#### The problem:
Give the count of lines in the entries that include "nowrap", and write nothing besides it.

#### Task input:
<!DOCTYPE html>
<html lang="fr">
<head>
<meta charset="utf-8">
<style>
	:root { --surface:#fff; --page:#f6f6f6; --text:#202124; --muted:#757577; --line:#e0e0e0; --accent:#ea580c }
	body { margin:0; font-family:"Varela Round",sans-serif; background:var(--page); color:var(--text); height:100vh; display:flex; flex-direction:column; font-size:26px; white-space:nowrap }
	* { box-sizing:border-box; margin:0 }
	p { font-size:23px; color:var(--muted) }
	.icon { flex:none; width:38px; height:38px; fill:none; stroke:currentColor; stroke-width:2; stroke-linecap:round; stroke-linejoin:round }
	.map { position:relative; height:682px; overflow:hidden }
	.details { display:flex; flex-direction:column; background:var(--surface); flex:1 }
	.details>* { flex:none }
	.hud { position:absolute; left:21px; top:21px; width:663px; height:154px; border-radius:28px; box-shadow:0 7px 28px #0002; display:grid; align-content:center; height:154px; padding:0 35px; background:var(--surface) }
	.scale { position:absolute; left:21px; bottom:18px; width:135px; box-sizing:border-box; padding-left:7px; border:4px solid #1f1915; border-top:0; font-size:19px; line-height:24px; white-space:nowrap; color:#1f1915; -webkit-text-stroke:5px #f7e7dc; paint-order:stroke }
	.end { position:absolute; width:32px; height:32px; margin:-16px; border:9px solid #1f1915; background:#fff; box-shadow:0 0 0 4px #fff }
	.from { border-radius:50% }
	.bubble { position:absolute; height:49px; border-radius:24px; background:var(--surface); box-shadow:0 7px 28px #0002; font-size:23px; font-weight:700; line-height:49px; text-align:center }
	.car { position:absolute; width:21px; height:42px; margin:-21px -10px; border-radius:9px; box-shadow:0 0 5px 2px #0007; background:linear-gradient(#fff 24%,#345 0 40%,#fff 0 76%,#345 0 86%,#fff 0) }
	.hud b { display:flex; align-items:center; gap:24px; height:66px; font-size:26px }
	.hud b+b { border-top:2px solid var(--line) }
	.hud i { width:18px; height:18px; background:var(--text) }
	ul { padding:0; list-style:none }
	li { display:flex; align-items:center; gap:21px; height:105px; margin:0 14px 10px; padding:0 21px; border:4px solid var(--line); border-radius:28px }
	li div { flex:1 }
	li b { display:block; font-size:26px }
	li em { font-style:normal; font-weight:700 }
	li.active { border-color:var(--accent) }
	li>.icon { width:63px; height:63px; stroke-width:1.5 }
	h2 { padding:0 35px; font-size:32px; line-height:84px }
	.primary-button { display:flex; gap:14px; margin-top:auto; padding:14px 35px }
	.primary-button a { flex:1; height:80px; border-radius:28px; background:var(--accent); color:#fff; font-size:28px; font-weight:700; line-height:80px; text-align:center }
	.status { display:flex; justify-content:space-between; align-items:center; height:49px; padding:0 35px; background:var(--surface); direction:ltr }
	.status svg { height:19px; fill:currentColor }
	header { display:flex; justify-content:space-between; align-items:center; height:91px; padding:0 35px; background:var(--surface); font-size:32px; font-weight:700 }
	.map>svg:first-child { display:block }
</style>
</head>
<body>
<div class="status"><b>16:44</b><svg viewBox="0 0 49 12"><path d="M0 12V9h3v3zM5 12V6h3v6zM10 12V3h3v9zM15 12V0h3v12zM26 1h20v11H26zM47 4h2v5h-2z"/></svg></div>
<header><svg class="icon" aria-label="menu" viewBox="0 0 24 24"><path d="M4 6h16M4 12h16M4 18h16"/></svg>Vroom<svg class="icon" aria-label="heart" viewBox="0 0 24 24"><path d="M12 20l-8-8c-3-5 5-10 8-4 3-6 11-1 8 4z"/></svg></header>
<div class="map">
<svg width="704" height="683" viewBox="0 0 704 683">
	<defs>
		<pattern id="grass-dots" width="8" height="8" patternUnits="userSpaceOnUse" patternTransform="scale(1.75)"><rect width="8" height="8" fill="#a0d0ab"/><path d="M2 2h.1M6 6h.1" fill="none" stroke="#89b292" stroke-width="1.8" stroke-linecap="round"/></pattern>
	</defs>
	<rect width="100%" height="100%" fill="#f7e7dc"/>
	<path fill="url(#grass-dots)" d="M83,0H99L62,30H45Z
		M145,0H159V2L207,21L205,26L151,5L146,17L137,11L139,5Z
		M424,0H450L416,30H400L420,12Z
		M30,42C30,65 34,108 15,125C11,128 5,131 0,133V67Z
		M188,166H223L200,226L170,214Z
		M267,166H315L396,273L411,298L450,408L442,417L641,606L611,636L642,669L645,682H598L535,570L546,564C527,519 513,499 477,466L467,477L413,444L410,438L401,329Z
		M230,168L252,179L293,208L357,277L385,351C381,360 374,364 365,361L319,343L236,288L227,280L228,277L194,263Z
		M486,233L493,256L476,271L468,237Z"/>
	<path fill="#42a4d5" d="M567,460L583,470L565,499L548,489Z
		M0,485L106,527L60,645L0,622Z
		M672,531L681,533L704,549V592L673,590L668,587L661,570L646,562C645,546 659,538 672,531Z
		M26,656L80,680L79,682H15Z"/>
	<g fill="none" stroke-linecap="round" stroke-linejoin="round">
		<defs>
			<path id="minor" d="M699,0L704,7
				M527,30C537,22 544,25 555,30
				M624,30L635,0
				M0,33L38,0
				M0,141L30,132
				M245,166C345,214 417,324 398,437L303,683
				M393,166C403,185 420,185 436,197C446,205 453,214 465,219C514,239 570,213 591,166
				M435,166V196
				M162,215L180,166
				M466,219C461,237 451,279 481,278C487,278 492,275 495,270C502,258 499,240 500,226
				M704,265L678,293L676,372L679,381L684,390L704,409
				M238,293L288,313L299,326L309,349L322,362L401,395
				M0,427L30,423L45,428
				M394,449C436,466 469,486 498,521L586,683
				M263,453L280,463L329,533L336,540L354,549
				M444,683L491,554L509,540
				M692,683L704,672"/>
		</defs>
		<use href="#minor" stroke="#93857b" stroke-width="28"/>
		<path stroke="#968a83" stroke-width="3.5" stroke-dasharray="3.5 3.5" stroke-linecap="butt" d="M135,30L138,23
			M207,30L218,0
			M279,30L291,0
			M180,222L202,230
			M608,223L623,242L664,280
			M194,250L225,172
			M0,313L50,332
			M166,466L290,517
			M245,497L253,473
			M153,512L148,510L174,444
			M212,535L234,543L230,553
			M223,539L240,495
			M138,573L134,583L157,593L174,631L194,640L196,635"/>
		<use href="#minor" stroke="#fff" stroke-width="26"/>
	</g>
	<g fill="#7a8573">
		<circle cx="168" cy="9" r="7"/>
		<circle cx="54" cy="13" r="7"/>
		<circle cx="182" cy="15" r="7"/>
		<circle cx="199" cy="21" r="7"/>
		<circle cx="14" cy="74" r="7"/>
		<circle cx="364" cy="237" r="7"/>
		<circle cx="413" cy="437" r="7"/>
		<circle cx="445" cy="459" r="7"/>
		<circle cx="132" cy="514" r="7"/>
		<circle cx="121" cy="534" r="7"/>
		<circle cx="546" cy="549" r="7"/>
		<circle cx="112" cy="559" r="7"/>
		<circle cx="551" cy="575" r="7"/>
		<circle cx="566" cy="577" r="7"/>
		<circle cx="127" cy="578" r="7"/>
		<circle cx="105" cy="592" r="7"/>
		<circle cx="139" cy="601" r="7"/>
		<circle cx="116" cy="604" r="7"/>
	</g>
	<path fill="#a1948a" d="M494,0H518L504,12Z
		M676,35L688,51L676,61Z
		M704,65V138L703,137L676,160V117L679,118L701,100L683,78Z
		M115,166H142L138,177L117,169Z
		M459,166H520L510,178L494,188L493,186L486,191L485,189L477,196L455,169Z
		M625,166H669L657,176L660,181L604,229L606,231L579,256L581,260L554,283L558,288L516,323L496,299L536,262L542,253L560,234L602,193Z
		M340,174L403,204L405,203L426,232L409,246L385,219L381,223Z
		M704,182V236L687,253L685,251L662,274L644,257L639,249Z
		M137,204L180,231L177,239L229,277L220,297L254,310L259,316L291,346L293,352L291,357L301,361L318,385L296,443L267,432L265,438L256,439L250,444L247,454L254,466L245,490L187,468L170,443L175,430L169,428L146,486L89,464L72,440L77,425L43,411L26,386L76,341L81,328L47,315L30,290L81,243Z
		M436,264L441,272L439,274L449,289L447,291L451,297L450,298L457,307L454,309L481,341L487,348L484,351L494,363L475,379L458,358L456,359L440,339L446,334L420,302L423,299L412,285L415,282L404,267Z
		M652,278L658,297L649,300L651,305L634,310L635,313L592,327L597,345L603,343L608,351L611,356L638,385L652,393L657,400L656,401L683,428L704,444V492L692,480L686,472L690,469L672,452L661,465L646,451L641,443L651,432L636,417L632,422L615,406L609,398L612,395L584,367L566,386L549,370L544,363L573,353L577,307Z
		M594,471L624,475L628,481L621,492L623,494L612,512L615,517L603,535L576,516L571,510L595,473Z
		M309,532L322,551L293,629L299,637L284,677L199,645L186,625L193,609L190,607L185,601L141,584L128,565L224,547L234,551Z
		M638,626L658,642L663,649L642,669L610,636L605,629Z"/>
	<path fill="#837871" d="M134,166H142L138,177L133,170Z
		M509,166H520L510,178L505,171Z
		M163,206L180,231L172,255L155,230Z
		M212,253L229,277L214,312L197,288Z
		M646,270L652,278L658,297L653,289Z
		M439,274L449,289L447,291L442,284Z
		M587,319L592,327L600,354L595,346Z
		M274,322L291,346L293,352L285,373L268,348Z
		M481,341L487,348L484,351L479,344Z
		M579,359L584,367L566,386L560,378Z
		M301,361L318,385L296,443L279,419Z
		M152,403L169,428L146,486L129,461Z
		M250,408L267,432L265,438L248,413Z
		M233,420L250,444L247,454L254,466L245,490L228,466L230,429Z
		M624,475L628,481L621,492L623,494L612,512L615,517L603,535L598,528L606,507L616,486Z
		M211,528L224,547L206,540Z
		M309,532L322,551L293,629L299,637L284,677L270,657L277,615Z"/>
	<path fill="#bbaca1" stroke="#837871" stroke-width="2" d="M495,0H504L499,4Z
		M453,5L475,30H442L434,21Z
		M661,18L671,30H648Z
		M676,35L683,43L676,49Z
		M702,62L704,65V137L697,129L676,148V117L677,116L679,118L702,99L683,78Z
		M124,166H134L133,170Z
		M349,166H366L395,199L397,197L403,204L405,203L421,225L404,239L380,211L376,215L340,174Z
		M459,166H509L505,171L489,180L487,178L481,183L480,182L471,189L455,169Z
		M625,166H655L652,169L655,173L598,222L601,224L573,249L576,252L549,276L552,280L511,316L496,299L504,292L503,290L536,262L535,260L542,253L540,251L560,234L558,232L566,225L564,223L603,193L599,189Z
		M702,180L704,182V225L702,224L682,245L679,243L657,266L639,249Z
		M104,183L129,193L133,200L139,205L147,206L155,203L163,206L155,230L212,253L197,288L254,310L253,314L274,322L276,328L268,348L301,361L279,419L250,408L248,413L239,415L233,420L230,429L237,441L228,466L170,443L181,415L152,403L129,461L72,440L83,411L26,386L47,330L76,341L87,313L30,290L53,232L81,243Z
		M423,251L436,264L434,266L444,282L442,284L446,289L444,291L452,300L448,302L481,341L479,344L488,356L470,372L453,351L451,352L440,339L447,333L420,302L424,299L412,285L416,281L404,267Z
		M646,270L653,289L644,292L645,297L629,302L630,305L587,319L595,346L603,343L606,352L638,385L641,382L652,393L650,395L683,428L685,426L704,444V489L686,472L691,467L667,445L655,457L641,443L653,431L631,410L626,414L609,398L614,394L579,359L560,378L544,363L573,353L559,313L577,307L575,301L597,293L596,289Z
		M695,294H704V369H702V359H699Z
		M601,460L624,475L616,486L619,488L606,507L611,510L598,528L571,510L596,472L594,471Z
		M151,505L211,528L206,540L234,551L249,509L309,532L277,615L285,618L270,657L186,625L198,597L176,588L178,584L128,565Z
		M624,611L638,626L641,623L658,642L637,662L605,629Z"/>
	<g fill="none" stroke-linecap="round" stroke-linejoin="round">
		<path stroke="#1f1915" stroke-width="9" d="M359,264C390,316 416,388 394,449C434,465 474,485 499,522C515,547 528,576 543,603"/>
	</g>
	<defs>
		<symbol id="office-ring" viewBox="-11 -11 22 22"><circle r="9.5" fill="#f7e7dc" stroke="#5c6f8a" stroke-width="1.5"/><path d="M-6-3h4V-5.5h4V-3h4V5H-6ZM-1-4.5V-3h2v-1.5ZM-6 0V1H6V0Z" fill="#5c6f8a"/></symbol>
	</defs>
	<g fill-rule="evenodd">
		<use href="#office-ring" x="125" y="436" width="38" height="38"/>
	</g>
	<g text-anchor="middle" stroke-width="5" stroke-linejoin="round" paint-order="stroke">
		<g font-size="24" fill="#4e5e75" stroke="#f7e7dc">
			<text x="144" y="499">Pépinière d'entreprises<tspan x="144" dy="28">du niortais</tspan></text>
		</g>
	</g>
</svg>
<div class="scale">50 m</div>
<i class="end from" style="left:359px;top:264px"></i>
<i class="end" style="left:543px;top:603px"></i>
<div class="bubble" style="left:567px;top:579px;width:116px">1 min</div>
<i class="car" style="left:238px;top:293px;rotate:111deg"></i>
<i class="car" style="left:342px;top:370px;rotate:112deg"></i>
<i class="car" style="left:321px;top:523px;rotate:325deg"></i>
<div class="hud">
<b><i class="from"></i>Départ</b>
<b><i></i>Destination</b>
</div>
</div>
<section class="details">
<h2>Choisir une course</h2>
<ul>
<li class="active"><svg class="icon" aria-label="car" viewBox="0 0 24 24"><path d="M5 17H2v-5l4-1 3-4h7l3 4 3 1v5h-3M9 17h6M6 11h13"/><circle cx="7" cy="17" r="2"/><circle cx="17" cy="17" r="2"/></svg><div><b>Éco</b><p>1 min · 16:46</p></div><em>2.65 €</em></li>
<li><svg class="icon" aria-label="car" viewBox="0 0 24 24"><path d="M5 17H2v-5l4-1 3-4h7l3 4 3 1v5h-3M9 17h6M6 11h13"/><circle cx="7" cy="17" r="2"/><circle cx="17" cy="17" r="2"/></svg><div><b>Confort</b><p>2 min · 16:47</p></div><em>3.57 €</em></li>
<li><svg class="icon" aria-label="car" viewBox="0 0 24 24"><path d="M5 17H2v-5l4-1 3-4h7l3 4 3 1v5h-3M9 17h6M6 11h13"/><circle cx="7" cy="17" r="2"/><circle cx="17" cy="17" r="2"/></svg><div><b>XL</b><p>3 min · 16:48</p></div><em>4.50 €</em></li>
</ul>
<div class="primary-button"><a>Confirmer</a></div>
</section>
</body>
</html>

#### Solved problem:
2